There are more sinister forms of visual pollution. Our screens have of late been regularly visited by the images of young men, clad in dark clothing from head to foot, brandishing swords towards the camera in a threatening fashion. For the curious or just plain ghoulish, the accompanying videos have apparently depicted them eagerly committing atrocities against people whose only crime has been either to disagree on forms of worship or just to merely exist. Isis has made maximum use of the internet to publicise itself, daring governments in the West to come after it, while influencing those of weak morals to emulate its barbaric activities.

The rise of Isis seems unstoppable and appears to stem from the Arab Spring, where the populations of those countries in North Africa and the Middle East suddenly decided that their governments needed replacing and, realising that the ballot-box was not available or viable, took to the streets in what appeared to be a re-run of the fall of communism in Eastern Europe in 1989. There the similarity ended. The reaction of most of the governments affected by the uprisings was close to, but not as effective as, the Chinese response twenty-six years ago this month. Revolution turned into civil war as the weak institutions that had been repressing populations for decades were shown to be unable to survive transitions and challenges from demonstrators or armed groups of militants.

It was naive in the extreme to assume that the Arab countries would follow the pattern of Eastern Europe and have dissident academics and jurists waiting on tap to assume the role of leadership as well as populations ready to accept multi-party politics, any more than it was reasonable to expect the fall of Saddam Hussein would allow Iraq to be rebuilt in the same way as the Federal Republic of Germany emerged from the ashes of another vicious dictatorship that was conquered by an international coalition. History tells us a different story.

Revolutions take decades to work their way out through the populations affected by them.
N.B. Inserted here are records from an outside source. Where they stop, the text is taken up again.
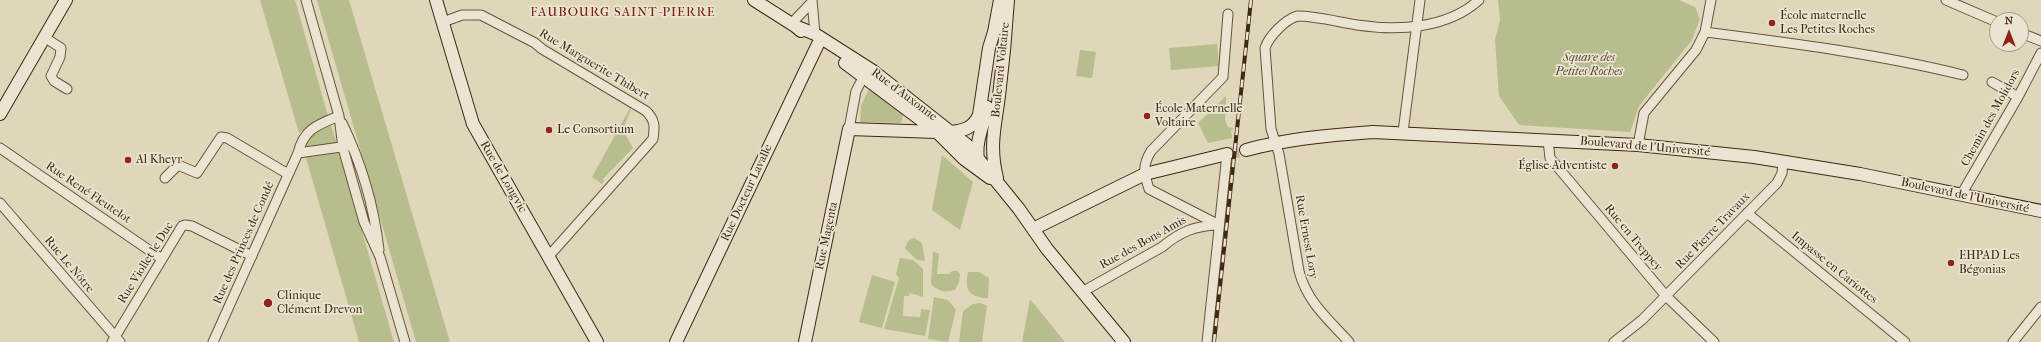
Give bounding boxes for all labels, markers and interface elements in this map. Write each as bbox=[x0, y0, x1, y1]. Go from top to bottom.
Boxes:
district label: FAUBOURG SAINT-PIERRE bbox=[530, 5, 716, 21]
place label: École maternelle Les Petites Roches bbox=[1780, 9, 1875, 37]
north arrow bbox=[1989, 12, 2029, 52]
text: N bbox=[2005, 14, 2013, 27]
marker: École maternelle Les Petites Roches bbox=[1767, 18, 1777, 28]
street label: Boulevard Voltaire bbox=[989, 22, 1013, 118]
street label: Rue Marguerite Thibert bbox=[536, 26, 652, 104]
park label: Square des Petites Roches bbox=[1555, 51, 1623, 79]
street label: Rue d'Auxonne bbox=[868, 66, 940, 124]
street label: Chemin des Molidors bbox=[1958, 67, 2024, 169]
place label: École Maternelle Voltaire bbox=[1155, 102, 1242, 130]
marker: École Maternelle Voltaire bbox=[1142, 111, 1152, 121]
place label: Le Consortium bbox=[557, 123, 634, 137]
marker: Le Consortium bbox=[544, 125, 554, 135]
street label: Boulevard de l'Université bbox=[1579, 134, 1711, 160]
street label: Rue de Longvic bbox=[477, 139, 529, 215]
street label: Rue Docteur Lavalle bbox=[718, 142, 776, 244]
place label: Al Kheyr bbox=[136, 153, 182, 167]
marker: Al Kheyr bbox=[123, 155, 133, 165]
street label: Rue René Fleutelot bbox=[43, 159, 133, 227]
place label: Église Adventiste bbox=[1518, 159, 1607, 173]
marker: Église Adventiste bbox=[1610, 161, 1620, 171]
street label: Boulevard de l'Université bbox=[1900, 175, 2030, 217]
street label: Rue des Princes de Condé bbox=[210, 179, 278, 307]
street label: Rue Pierre Travaux bbox=[1673, 190, 1753, 272]
street label: Rue Ernest Lory bbox=[1292, 194, 1320, 280]
street label: Rue Magenta bbox=[813, 201, 841, 271]
street label: Rue en Treppey bbox=[1601, 202, 1665, 274]
street label: Rue des Bons Amis bbox=[1097, 213, 1189, 273]
street label: Rue Viollet le Duc bbox=[115, 220, 177, 306]
street label: Impasse en Cariottes bbox=[1788, 229, 1880, 307]
street label: Rue Le Nôtre bbox=[41, 234, 97, 296]
place label: EHPAD Les Bégonias bbox=[1959, 249, 2020, 277]
marker: EHPAD Les Bégonias bbox=[1946, 258, 1956, 268]
place label: Clinique Clément Drevon bbox=[277, 289, 363, 317]
marker: Clinique Clément Drevon bbox=[262, 297, 274, 309]

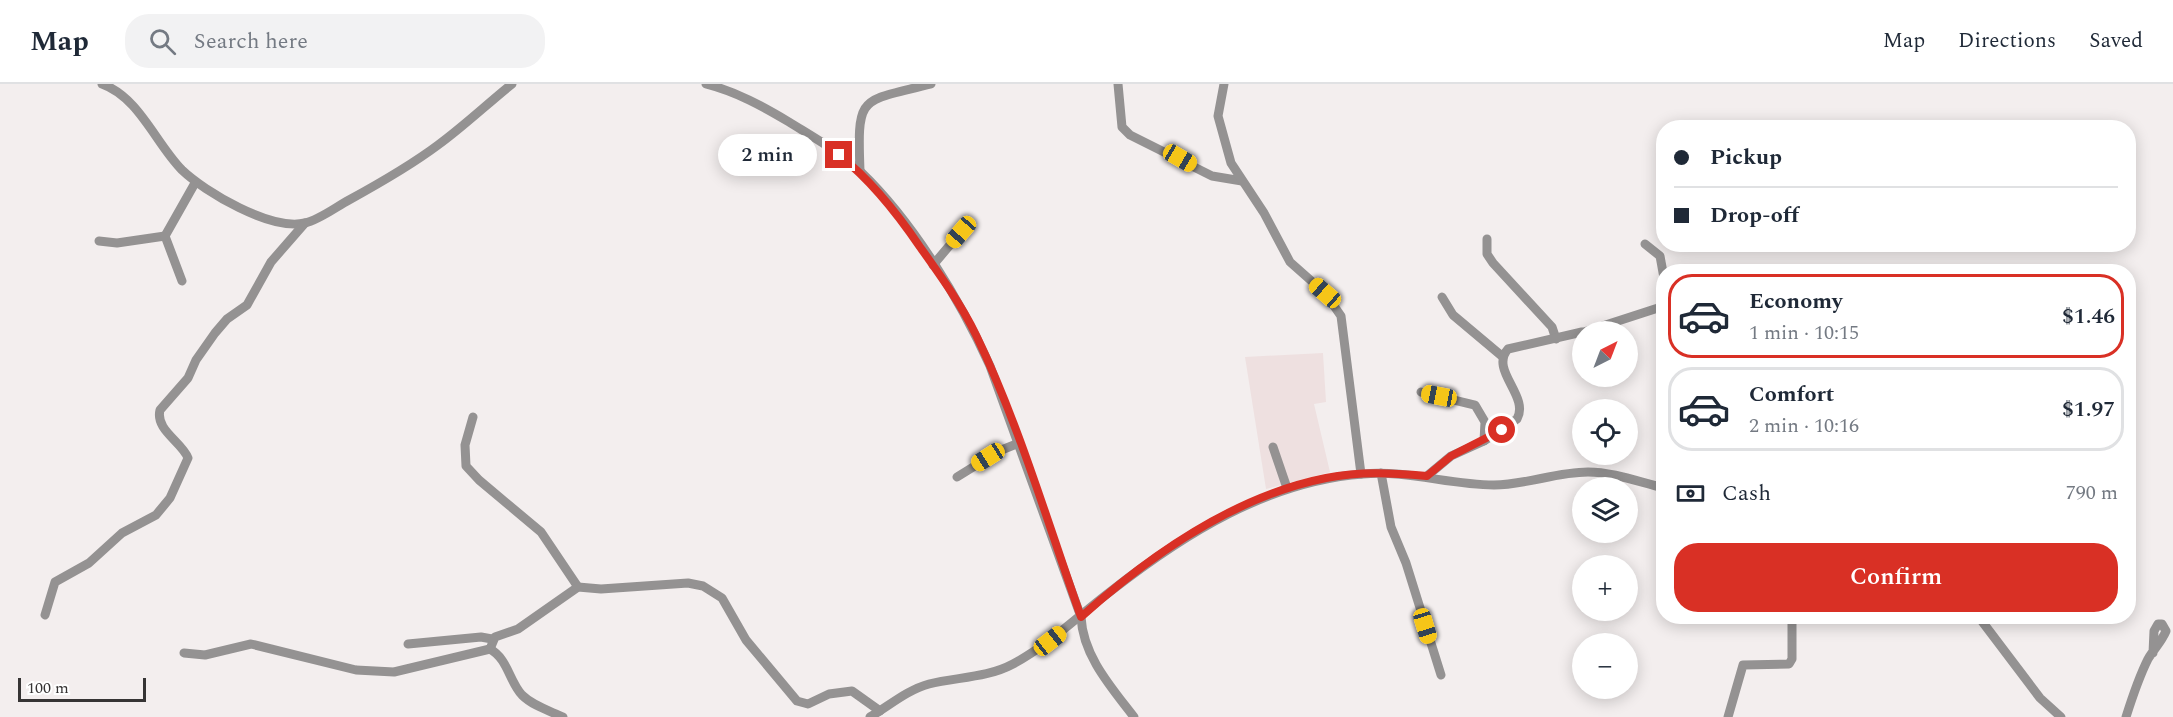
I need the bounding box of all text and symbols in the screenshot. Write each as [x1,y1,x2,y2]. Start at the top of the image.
search box [125,14,545,68]
text: Map [30,20,89,63]
icon: search [146,25,179,58]
text: Search here [194,25,308,58]
text: Map [1883,25,1925,57]
text: Directions [1958,25,2056,57]
text: Saved [2089,25,2143,57]
callout: 2 min [719,134,818,176]
text: 2 min [742,140,793,170]
route end [825,141,852,168]
car [1160,141,1200,175]
text: Pickup [1710,141,1782,174]
text: Drop-off [1710,199,1799,232]
car [942,213,980,251]
car [1306,274,1344,312]
text: Economy [1749,285,1842,318]
icon: car [1677,289,1731,343]
text: $1.46 [2062,300,2115,333]
text: 1 min · 10:15 [1749,318,1859,348]
north arrow [1572,321,1638,387]
map controls [1572,321,1638,699]
text: Comfort [1749,378,1834,411]
icon: car [1677,382,1731,436]
car [1420,384,1458,408]
text: $1.97 [2062,393,2115,426]
button: locate [1572,399,1638,465]
text: 2 min · 10:16 [1749,411,1859,441]
route start [1488,416,1515,443]
car [968,440,1008,474]
button: layers [1572,477,1638,543]
icon: cash [1674,477,1707,510]
text: Cash [1722,477,1771,510]
text: 790 m [2066,478,2118,508]
button: Confirm [1674,543,2118,612]
button: + [1572,555,1638,621]
car [1411,606,1439,646]
car [1030,623,1070,659]
button: − [1572,633,1638,699]
scale bar [18,675,146,702]
text: 100 m [27,676,69,700]

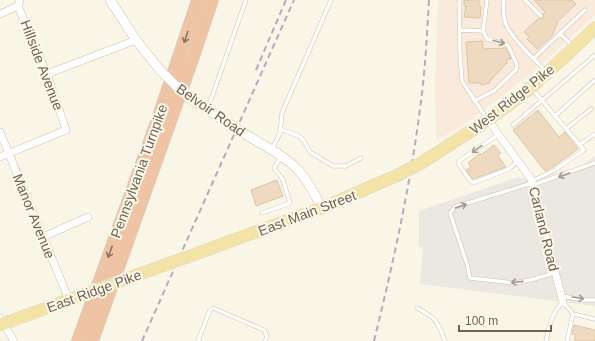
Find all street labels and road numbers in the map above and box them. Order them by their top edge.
street label: Hillside Avenue [17,18,67,113]
street label: West Ridge Pike [466,61,558,137]
street label: Belvoir Road [174,80,248,140]
street label: Pennsylvania Turnpike [107,102,171,240]
street label: Manor Avenue [10,171,58,261]
street label: Carland Road [526,185,562,273]
street label: East Main Street [256,187,358,239]
street label: East Ridge Pike [44,266,144,316]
They involve a collapse of civil society and its institutions. Determining what should replace them is a non-trivial exercise, especially if there is disagreement over how a country should be rebuilt.

Civil war has been an inevitable consequence of revolutions throughout history. The revolutions of the Arab Spring have only been running for slightly over four years. That is simply not long enough. It may take decades before these unfortunate countries finally know peace.

The parliamentary uprising against Charles I’s personal rule in England led to at least three civil wars. It started in 1642 and was only partially resolved by the Restoration in 1660. Perhaps it was only the Act of Settlement following the Glorious Revolution of 1688 that resolved the issue, and then only in England. There was Stuart revanchism in Scotland following the ascendancy of the Hanoverians that was only crushed in 1745. So that took one century.

The American Revolution of 1775 led to a civil war between patriots and loyalists as well. It could only truly be described as a ‘war of independence’ once that was achieved in 1783, eight years later.  It was, however, only the involvement of other great powers in the war that brought Britain to the conference table.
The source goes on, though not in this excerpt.